Sydney 2008

A team that is as successful as this Australian cricket team will face envy and indignation just like the New England Patriots or even the heavily bankrolled New York Yankees. There is no doubt that these are all exceptional sports teams, their desire to win is an all encompassing fire that burns within. That is why Michael Clarke is able to come on in the last 10 minutes of the game and bowl 11 deliveries right on the money. While the indomitable Anil Kumble, who has the same spirit coursing through his veins, was able to play out Clarke’s first over with aplomb and even execute a perfect back foot drive to the boundary, the second over proved to be too much for Harbhajan, RP Singh and the nervous Ishant Sharma. Poor Ishant even came out to bat with the wrong glove, and had a bewildered look on his face after he edged the ball to first slip. Any which way you look at it, three wickets in one over to close out a Test match in the last six minutes of the fifth day is just incredible.

Yet, the Test match left a sour taste in the mouth that will linger for a long time. On the first day, Steve Bucknor showed that his hearing is on the wane when he didn’t hear Andrew Symonds edge the ball to the wicketkeeper, and on the fifth day he showed that his eyesight is following suit when he gave Dravid out caught behind off his pad, when the bat was tucked away miles behind the pad. It was an atrocious decision and prompted the Indian team manager, Chetan Chauhan, to term the umpires as “incompetent”; as well he might. WG Grace was right, people don’t come to watch the umpires, they come to watch the players, therefore technology should and must be used to make sure that umpires do not become the centerpiece of a cricket match. But, the sourness in the mouth wasn’t just because of the umpires, in their quest to equal the world record for consecutive Test wins, the Australian team seems to have forgotten why we play this wonderful game of Cricket, how sport has the power to bring nations closer, to bring different cultures together as they watch the game and appreciate it for the athleticism and skill on display. With their boorish appealing and righteous claiming of bump balls they have chosen to alienate a generation of cricket watchers and to cause people to not just envy them, but to even hate them. They have some mighty fine cricketers amongst them who don’t deserve that.

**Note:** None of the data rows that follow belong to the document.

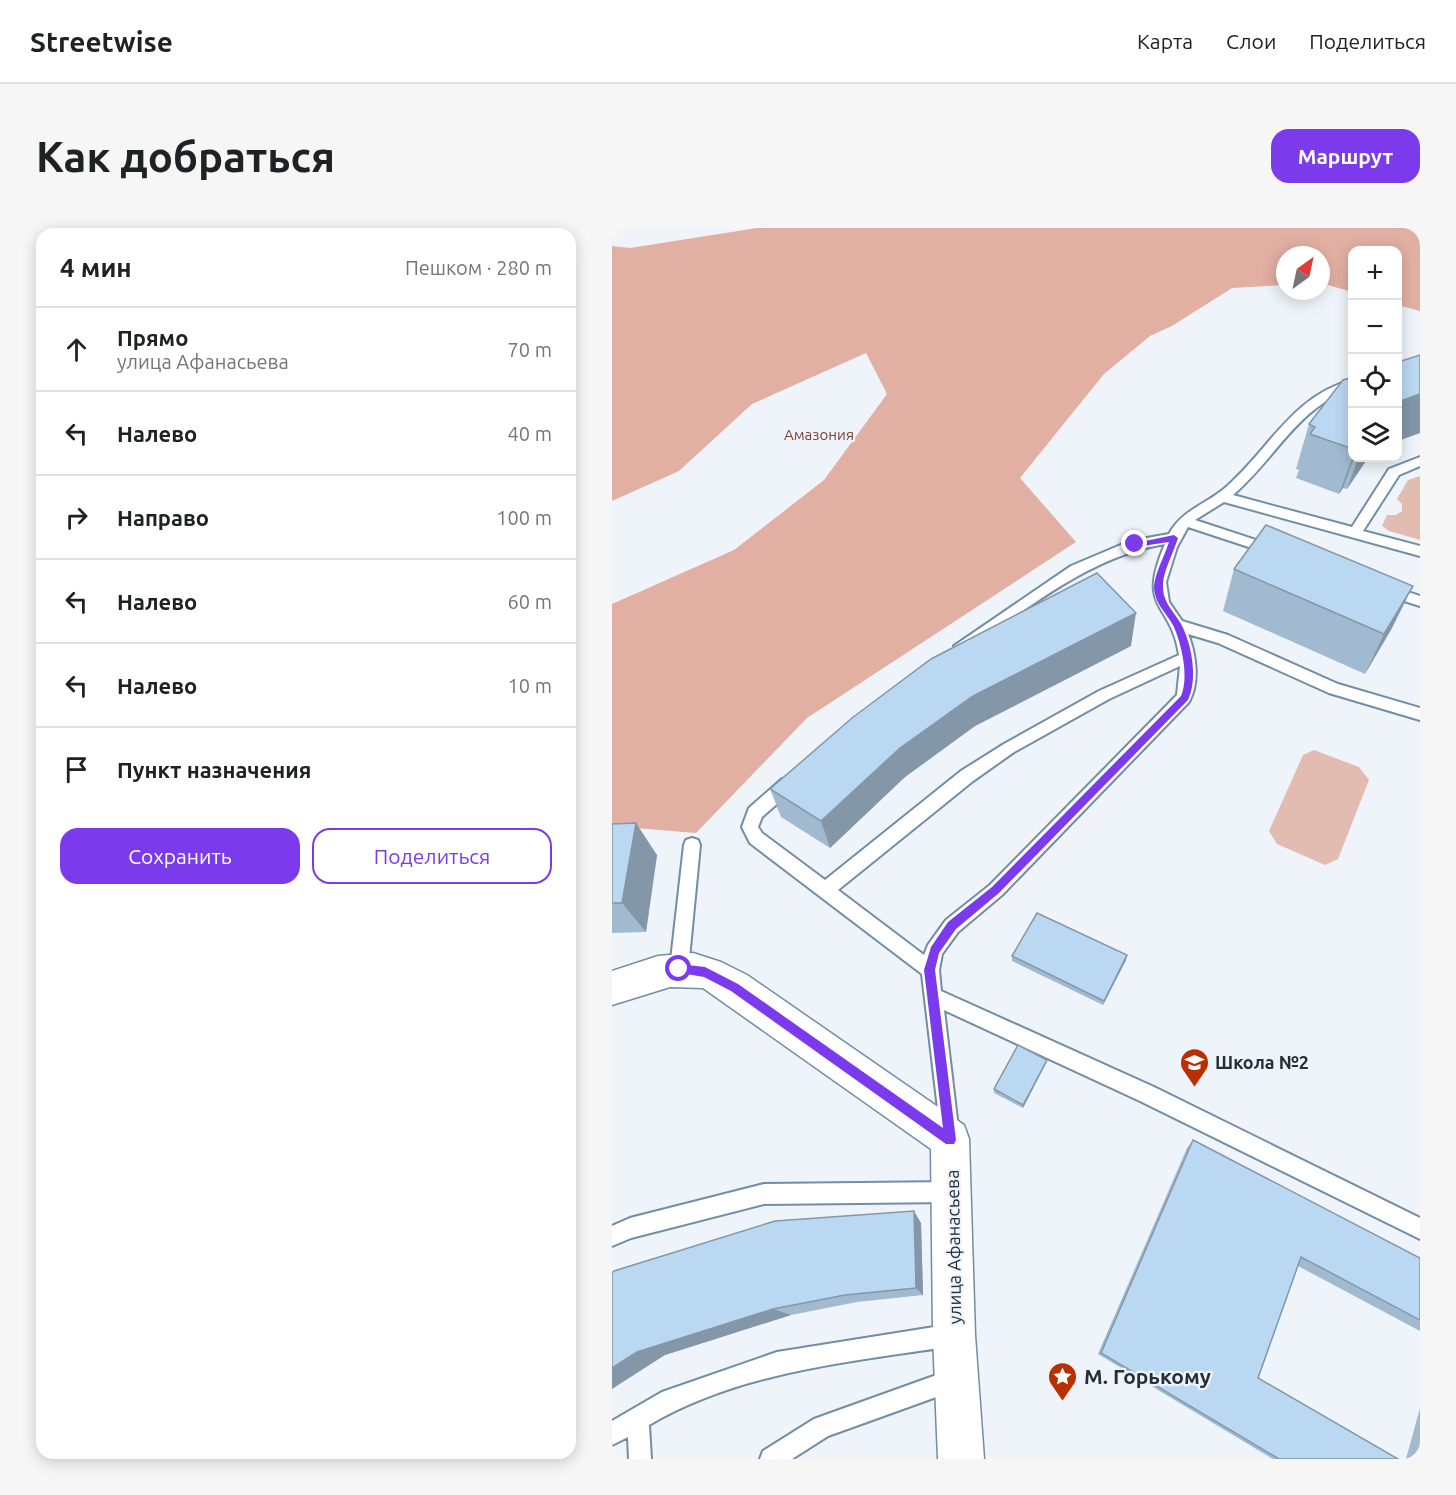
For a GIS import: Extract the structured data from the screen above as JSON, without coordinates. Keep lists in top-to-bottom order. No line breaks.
{"streets":{"street":["улица Афанасьева"]},"parks":["Амазония"],"places":{"school or university":["Школа №2"],"place":["М. Горькому"]},"north":"top right","page":{"header":"Streetwise","nav":["Карта","Слои","Поделиться"],"buttons":["Маршрут",["Сохранить","Поделиться"]],"title":"Как добраться","heading":["4 мин","Пешком · 280 m"],"map_buttons":["+","−"],"list":[["Прямо","улица Афанасьева","70 m"],["Налево","40 m"],["Направо","100 m"],["Налево","60 m"],["Налево","10 m"],"Пункт назначения"]}}
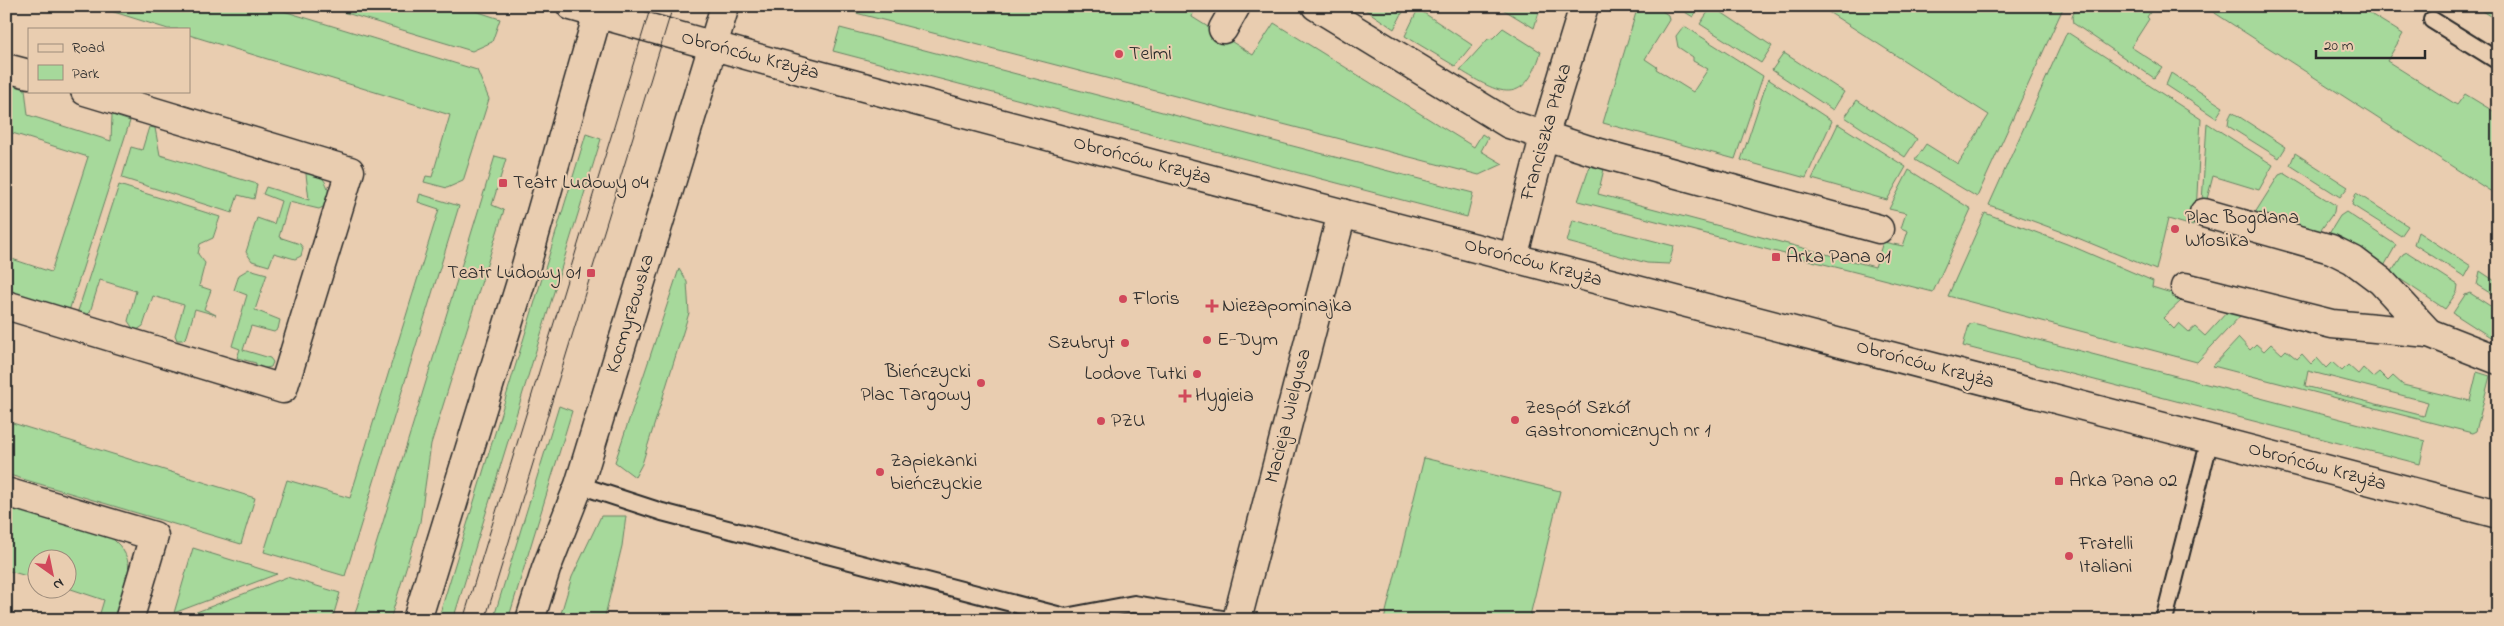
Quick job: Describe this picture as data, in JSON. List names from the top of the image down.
{
  "streets": {
    "street": [
      "Obrońców Krzyża",
      "Franciszka Ptaka",
      "Kocmyrzowska",
      "Macieja Wielgusa"
    ]
  },
  "crossings": [
    ["Obrońców Krzyża", "Franciszka Ptaka"],
    ["Obrońców Krzyża", "Kocmyrzowska"],
    ["Obrońców Krzyża", "Macieja Wielgusa"]
  ],
  "places": {
    "other": [
      "Telmi",
      "Plac Bogdana Włosika",
      "Floris",
      "E-Dym",
      "Szubryt",
      "Lodove Tutki",
      "Bieńczycki Plac Targowy",
      "Zespół Szkół Gastronomicznych nr 1",
      "PZU",
      "Zapiekanki bieńczyckie",
      "Fratelli Italiani"
    ],
    "transit": [
      "Teatr Ludowy 04",
      "Arka Pana 01",
      "Teatr Ludowy 01",
      "Arka Pana 02"
    ],
    "health": ["Niezapominajka", "Hygieia"]
  },
  "legend": ["Road", "Park"],
  "scale_bar": "20 m",
  "north": "bottom right"
}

But, let us not lose perspective, in his infinite wisdom; Anil Kumble did say “It is only a game.” There is definitely no need to create a diplomatic row over a game of cricket.

Yet, what could do just that, is the Harbhajan Singh and Andrew Symonds incident, which has become an issue of national honor for India. Symonds accused Harbhajan of calling him a “monkey”, which if he did is unforgivable considering the controversy that occurred while Australia were in India. It appears to be one man’s word against another, but the match referee Mike Proctor heard the witnesses and decided that there is sufficient evidence to ban Harbhajan for 3 Test matches. It is a staggering outcome, and one is immediately reminded of the Oval Test match between Pakistan and England; a ball tampering fiasco which led to the first ever forfeiture of a Test match. If Bhajji didn’t say those words he should fight the charge and clear his name. The Indian team appears to have rallied around their man and in a tit for tat have accused Brad Hogg of calling an Indian player a “bastard.” That hearing will probably be on Monday. The situation is fraught and is at a tipping point, India may pull out of the tour.

The Sydney Test of 2008 will live on in infamy.